Interview with Dr. Konstantinos Zemas

The journal "Inventiones mathematicae" is considered a top journal in the mathematical community. Therefore, it is a special delight when the work of a young scientist from our Cluster is accepted for publication there. This year, the journal published a paper by postdoc Dr. Konstantinos Zemas and his PhD supervisor Prof. Dr. Stephan Luckhaus (University of Leipzig). In this interview, Konstantinos talks about the content of the paper, which is based on his PhD thesis, and how the topic and his research have developed since the publication.

"Rigidity estimates for isometric and conformal maps from $S^{n-1}$ to $R^n$", in Inventiones mathematicae, Vol. 230, Issue 1 (2022), 375-461.

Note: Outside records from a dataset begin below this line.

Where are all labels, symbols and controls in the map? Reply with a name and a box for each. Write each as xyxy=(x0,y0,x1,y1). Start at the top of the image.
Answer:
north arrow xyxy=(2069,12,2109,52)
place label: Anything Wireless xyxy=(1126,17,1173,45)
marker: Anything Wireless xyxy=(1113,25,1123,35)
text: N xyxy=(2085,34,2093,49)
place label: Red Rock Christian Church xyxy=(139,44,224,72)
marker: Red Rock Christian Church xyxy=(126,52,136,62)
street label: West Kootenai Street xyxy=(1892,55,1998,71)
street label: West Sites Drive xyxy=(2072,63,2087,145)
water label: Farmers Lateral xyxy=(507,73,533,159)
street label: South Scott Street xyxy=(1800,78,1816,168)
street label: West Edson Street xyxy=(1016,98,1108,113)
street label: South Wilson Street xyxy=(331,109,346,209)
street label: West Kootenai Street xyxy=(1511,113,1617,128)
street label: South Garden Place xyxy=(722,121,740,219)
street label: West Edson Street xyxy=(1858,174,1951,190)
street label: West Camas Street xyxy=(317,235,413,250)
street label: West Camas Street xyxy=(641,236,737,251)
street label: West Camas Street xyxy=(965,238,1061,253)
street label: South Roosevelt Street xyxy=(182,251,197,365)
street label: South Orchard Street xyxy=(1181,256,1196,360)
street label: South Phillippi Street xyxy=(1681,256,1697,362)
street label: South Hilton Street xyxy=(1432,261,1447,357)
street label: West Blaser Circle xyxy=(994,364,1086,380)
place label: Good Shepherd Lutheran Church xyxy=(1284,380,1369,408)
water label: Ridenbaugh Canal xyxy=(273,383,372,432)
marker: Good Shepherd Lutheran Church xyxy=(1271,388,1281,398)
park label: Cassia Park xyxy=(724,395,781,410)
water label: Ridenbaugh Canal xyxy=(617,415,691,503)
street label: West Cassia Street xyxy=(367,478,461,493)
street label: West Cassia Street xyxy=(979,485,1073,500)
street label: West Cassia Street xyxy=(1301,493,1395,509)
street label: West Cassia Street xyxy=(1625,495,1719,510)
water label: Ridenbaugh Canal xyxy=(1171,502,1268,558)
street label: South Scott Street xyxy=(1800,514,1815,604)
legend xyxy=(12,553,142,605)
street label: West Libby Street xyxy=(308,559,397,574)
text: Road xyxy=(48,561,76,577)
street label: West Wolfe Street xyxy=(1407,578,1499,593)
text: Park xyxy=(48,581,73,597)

Kostas, could you please describe the general research area your paper contributed to?
The general topic is Calculus of Variations, in particular the investigation of quantitative rigidity properties related to differential inclusions and geometric variational problems, which has been a very active research field over the past few decades. Such questions do not only have an inherent geometric interest but often also profound applications in mathematical models of materials science.

In our work, we obtained linear and nonlinear stability results for rigid motions (resp. Möbius transformations) among Sobolev maps, from $S^{n-1}$ into $R^n$.

The innovation of our contribution lies in the fact that in this more flexible setting not only an isometric (resp. conformal) deficit is necessary in order to obtain stability, but also a deficit measuring the distortion of $S^{n-1}$ under the maps in consideration. This was introduced as an associated isoperimetric type of deficit.

We hope that several ideas and techniques that are developed in the paper will also be useful in other situations as a lot of interesting questions have stemmed from our work and general discussions.

How has the topic of the paper developed since then? Are you still working on it?
Together with Stephan Luckhaus, we plan to continue on the quest for quantitative rigidity results for Lie groups with a significant geometric/physical meaning, such as the conformal group and also the restricted Lorentz group, which has prominent appearance in Lorentzian geometry, relativistic physics and electromagnetism.

What further projects are you currently working on?
During the last two years in Münster I have continued to work on rigidity but also homogenization issues of energies related to problems in continuum/fracture mechanics and materials science. In the process, I have established fruitful collaborations with former and current researchers from the Cluster, such as Manuel Friedrich, Leonard Kreutz and Caterina Zeppieri.

Thank you very much for the interview and good luck with your further research!